En los seis años que lleva mi hijo jugando fútbol me he dado cuenta de las desigualdades sociales que existen en Panamá y que lastiman el talento deportivo.
Lo primero, para poder matricularse en academias, la familia del jugador debe invertir altas sumas de dinero que, a la clase media y media baja, nos resultan exorbitantes, fuera de toda proporción. Si aspiran a que jueguen en academias que, además del tema deportivo, transmitan valores intrínsecos como el trabajo en equipo, la responsabilidad, la perseverancia y otros, el costo se eleva aún más. Y si, además esperan que el equipo cuente con un personal técnico idóneo, el precio equivale a pagar una segunda matrícula escolar. Irrisorio.
Nos ha tocado participar de diversos torneos desde distintas academias privadas que compiten con otras y en demasiados partidos observamos que la disputa deportiva se convierte en una lucha de clases. Por un lado, el equipo con recursos generalmente llega acompañado de una barra familiar robusta, contundente, que se mantiene todo el tiempo – aún en las peores situaciones - dentro del límite que marca la buena educación y el respeto.
Según el nivel de la academia, los jugadores cuentan con el apoyo de un equipo técnico profesional que los dirige, los atiende, los hidrata y los acompaña al partido, sin importar lo remota que estén las canchas. Incluso hay academias que tienen personal dedicado a filmar videos.
El contrincante, por su parte, muchas veces no cuenta ni con una barra que le acompañe, mucho menos que le anime. Los acompaña un director técnico porque lo exigen las normas del torneo, pero en muchas ocasiones no tienen hidratación en medio de un partido que se juega a casi 35 grados, en pleno mediodía.
Esta marcada diferencia despierta actitudes que no tienen nada que ver con el deporte: el partido se convierte en un verdadero campo de batalla en donde se exceden las reglas del juego: empujones, golpes, halones de la camiseta, violencia, mal ambiente, competitividad fuera de proporción. Que, si bien es cierto el fútbol es un deporte de contacto, en estos partidos los jugadores suelen pasarse de la raya y exceder lo que dictan las normas. Lo peor es cuando los árbitros no practican la justicia o ni siquiera intentan ser jueces equilibrados. Notamos que no hay formación ética en este gremio y la impunidad prevalece.
El más claro ejemplo de lo que describo lo vivimos en el último partido realizado en una cancha ubicada en San Miguelito. A uno de los jugadores de nuestro equipo le golpearon la boca (y le rompieron un diente) pero esa jugada no fue cantada como falta. El jugador que propició este golpe grave debió haber sido expulsado de inmediato. Y así hubo muchas otras sin mayores repercusiones de parte de quien debe utilizar el silbato para poner orden en la cancha.
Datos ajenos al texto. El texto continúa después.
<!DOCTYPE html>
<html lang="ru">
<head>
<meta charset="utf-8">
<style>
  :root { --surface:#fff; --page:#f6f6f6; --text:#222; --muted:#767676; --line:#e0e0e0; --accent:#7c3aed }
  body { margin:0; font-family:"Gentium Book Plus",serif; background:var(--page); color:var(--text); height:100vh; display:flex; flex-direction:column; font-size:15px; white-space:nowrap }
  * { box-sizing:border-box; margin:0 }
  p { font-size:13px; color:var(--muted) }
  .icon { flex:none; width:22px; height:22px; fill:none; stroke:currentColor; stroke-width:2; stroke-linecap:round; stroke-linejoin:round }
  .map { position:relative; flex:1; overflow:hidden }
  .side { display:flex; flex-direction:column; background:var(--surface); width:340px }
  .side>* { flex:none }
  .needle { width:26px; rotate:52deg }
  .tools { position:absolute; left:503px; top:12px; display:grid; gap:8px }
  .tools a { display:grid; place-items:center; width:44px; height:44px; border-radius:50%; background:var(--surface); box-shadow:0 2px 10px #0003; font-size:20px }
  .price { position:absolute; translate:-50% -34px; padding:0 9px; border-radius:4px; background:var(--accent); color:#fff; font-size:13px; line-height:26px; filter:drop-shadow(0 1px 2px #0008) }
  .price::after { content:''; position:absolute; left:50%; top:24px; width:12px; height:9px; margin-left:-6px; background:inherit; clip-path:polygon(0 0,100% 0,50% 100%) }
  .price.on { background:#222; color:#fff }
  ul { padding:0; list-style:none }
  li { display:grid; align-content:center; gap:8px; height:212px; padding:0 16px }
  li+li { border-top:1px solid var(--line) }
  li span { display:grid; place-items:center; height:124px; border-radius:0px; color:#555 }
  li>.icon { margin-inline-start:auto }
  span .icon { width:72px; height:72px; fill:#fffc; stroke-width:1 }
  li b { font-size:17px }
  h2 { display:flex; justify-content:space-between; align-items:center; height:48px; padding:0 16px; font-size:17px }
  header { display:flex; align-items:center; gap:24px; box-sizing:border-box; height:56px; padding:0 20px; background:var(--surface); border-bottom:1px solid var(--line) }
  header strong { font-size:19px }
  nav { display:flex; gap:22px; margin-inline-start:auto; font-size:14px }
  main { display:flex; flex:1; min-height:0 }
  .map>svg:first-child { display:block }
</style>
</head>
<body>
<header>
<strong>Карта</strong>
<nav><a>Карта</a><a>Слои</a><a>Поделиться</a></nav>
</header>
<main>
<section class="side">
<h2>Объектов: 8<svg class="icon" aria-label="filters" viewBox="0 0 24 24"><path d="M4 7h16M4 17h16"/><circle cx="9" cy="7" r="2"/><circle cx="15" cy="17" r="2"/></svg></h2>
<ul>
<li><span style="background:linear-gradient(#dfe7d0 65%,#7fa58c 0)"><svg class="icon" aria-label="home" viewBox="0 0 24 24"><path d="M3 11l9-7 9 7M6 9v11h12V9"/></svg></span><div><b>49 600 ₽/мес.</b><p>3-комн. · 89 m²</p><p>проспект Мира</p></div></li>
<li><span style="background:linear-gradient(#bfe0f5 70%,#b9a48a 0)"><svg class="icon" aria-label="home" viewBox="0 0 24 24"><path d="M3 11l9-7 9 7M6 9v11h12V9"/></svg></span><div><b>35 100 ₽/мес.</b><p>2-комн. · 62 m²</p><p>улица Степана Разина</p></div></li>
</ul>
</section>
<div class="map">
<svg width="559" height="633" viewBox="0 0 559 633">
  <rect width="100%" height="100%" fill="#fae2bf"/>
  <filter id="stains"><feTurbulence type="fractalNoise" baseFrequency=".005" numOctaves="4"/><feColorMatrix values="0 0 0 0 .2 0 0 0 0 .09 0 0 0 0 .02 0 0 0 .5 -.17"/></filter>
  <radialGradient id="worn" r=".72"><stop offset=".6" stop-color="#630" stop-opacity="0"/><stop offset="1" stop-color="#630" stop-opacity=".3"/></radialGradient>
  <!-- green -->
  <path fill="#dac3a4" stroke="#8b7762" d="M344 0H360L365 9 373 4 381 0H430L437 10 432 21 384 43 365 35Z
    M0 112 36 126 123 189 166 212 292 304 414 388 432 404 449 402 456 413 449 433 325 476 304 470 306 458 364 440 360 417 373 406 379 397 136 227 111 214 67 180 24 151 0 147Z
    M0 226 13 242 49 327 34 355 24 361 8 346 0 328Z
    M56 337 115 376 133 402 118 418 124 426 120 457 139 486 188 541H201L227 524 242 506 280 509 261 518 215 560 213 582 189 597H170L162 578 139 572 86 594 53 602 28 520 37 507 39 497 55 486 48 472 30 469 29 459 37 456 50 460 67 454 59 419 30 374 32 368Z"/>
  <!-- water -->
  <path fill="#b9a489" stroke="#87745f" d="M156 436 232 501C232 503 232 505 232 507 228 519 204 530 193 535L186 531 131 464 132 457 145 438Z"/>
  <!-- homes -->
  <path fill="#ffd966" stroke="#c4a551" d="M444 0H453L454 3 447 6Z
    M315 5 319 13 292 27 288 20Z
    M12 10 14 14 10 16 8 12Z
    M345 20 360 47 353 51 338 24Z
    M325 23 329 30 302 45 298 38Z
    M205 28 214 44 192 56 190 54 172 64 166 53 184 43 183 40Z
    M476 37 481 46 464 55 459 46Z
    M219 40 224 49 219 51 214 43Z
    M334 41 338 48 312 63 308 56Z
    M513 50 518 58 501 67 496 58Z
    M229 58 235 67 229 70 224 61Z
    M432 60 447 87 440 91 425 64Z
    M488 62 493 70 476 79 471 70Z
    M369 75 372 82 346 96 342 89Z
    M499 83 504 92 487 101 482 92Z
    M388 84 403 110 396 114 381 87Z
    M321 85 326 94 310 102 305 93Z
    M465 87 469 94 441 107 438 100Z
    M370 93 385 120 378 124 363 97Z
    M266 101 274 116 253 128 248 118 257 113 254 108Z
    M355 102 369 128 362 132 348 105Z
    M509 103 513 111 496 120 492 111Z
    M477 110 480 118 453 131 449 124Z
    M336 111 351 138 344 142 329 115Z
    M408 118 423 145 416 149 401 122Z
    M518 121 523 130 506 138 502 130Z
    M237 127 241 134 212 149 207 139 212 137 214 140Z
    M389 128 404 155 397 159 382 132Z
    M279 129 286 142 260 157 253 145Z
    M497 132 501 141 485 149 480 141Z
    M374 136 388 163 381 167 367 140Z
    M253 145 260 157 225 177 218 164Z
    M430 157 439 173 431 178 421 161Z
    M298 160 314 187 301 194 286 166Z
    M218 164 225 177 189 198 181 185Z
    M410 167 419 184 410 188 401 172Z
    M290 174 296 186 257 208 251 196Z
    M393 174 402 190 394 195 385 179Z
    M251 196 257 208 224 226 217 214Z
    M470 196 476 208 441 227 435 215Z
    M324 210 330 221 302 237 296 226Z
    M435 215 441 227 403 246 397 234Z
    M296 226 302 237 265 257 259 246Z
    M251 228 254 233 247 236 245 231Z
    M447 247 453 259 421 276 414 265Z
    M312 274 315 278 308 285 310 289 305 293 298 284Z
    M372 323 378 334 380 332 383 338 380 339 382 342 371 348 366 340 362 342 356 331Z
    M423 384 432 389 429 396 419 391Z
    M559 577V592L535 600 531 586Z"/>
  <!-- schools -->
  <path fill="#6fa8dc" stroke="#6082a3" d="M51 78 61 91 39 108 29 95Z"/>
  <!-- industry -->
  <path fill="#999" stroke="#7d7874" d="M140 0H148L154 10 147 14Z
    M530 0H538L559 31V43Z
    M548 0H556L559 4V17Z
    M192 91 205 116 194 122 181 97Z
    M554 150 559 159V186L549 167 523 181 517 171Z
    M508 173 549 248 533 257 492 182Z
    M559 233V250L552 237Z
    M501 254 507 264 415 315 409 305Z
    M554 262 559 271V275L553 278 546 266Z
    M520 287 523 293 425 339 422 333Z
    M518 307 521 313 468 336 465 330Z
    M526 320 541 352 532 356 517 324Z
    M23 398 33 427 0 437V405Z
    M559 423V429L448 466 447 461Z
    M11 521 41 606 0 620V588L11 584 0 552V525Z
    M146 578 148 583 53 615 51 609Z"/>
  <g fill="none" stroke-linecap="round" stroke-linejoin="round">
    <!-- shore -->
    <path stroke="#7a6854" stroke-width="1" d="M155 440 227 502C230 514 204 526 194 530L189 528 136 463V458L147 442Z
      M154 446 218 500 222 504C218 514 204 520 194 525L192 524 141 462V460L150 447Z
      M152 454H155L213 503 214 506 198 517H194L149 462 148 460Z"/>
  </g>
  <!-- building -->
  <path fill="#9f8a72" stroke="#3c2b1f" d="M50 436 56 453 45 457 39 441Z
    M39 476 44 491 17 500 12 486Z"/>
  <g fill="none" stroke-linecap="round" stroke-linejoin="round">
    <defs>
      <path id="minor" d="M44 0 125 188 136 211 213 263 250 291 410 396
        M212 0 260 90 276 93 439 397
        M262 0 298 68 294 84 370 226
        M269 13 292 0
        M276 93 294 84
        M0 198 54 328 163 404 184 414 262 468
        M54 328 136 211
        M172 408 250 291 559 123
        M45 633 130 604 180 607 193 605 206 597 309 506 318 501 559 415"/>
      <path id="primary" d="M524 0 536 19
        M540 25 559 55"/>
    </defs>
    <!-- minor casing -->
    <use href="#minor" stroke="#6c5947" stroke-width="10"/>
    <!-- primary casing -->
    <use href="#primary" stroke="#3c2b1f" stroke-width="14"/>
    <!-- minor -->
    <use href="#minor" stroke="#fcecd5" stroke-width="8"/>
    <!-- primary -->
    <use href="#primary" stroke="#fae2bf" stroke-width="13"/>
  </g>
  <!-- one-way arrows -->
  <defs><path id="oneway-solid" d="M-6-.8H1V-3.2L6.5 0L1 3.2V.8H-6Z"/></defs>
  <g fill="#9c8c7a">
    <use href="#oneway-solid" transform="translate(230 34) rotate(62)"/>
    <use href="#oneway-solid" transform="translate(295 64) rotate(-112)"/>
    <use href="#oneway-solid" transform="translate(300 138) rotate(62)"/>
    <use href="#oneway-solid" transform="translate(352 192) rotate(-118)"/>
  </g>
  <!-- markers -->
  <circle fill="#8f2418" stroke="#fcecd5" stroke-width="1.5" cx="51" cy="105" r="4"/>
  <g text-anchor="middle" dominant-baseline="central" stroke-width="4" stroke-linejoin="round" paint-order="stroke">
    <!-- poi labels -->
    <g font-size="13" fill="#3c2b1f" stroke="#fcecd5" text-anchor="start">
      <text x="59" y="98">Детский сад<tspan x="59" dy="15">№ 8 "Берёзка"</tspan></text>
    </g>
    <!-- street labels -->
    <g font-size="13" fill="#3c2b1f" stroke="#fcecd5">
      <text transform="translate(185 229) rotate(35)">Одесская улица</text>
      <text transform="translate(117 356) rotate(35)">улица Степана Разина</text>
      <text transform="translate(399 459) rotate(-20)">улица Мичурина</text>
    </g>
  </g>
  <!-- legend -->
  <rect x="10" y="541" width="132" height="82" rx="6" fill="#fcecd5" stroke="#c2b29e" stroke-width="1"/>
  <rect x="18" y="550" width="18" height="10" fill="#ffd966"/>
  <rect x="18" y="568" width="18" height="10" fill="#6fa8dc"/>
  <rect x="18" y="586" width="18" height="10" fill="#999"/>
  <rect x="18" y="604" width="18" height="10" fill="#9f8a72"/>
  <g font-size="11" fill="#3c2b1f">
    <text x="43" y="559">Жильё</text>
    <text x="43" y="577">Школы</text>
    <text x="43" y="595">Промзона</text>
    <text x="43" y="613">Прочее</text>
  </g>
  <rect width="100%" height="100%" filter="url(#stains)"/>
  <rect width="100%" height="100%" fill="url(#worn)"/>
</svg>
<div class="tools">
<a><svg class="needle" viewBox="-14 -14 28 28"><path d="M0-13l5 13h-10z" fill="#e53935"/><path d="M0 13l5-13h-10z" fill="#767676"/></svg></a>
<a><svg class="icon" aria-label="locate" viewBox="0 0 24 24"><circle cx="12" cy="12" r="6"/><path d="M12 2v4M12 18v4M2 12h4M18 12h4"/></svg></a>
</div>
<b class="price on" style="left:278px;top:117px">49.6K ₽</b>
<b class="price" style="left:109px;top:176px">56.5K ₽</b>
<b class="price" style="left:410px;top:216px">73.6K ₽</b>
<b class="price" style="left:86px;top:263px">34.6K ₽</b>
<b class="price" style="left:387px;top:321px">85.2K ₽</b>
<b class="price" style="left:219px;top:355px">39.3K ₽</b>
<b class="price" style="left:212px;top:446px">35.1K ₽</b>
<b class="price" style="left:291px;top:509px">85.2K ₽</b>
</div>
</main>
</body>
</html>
Ese agónico partido lo perdimos por un gol y el equipo contrario no encontró mejor forma de celebrar que venir hasta la barra del contrario y hacer gestos soeces. Valga decir que los jugadores eran menores de 23 años.
Pareciera que el fútbol es un reflejo de la sociedad y que el deporte no siempre cumple su cometido: unirnos sin distinción de clases, jugar limpio, enseñarnos a ganar y a perder con dignidad; respetar al contrincante que deja de serlo una vez culminado el partido y llevarnos a la auto reflexión para aprender de los errores.
En Panamá existe una ebullición por el fútbol y sería interesante utilizar esa euforia para conducir a los jóvenes que viven en entornos de riesgo social por una senda que les ofrezca oportunidades de superación. Sin embargo, debemos cambiar el modelo de enseñar fútbol que, como todo deporte, necesita mente y cuerpo. Un deportista se debe distinguir por su conducta íntegra dentro y fuera de la cancha. El deporte sí se puede convertir en un factor que dinamice la movilidad social siempre que se practique con disciplina, responsabilidad y ética.
Aún así, concluyo con una idea que siempre digo para que a nadie se le olvide: Tarde o temprano (más temprano que tarde) Panamá se convertirá es una potencia del fútbol y será reconocida como una tierra de grandes jugadores.
* La autora es periodista y madre de un adolescente.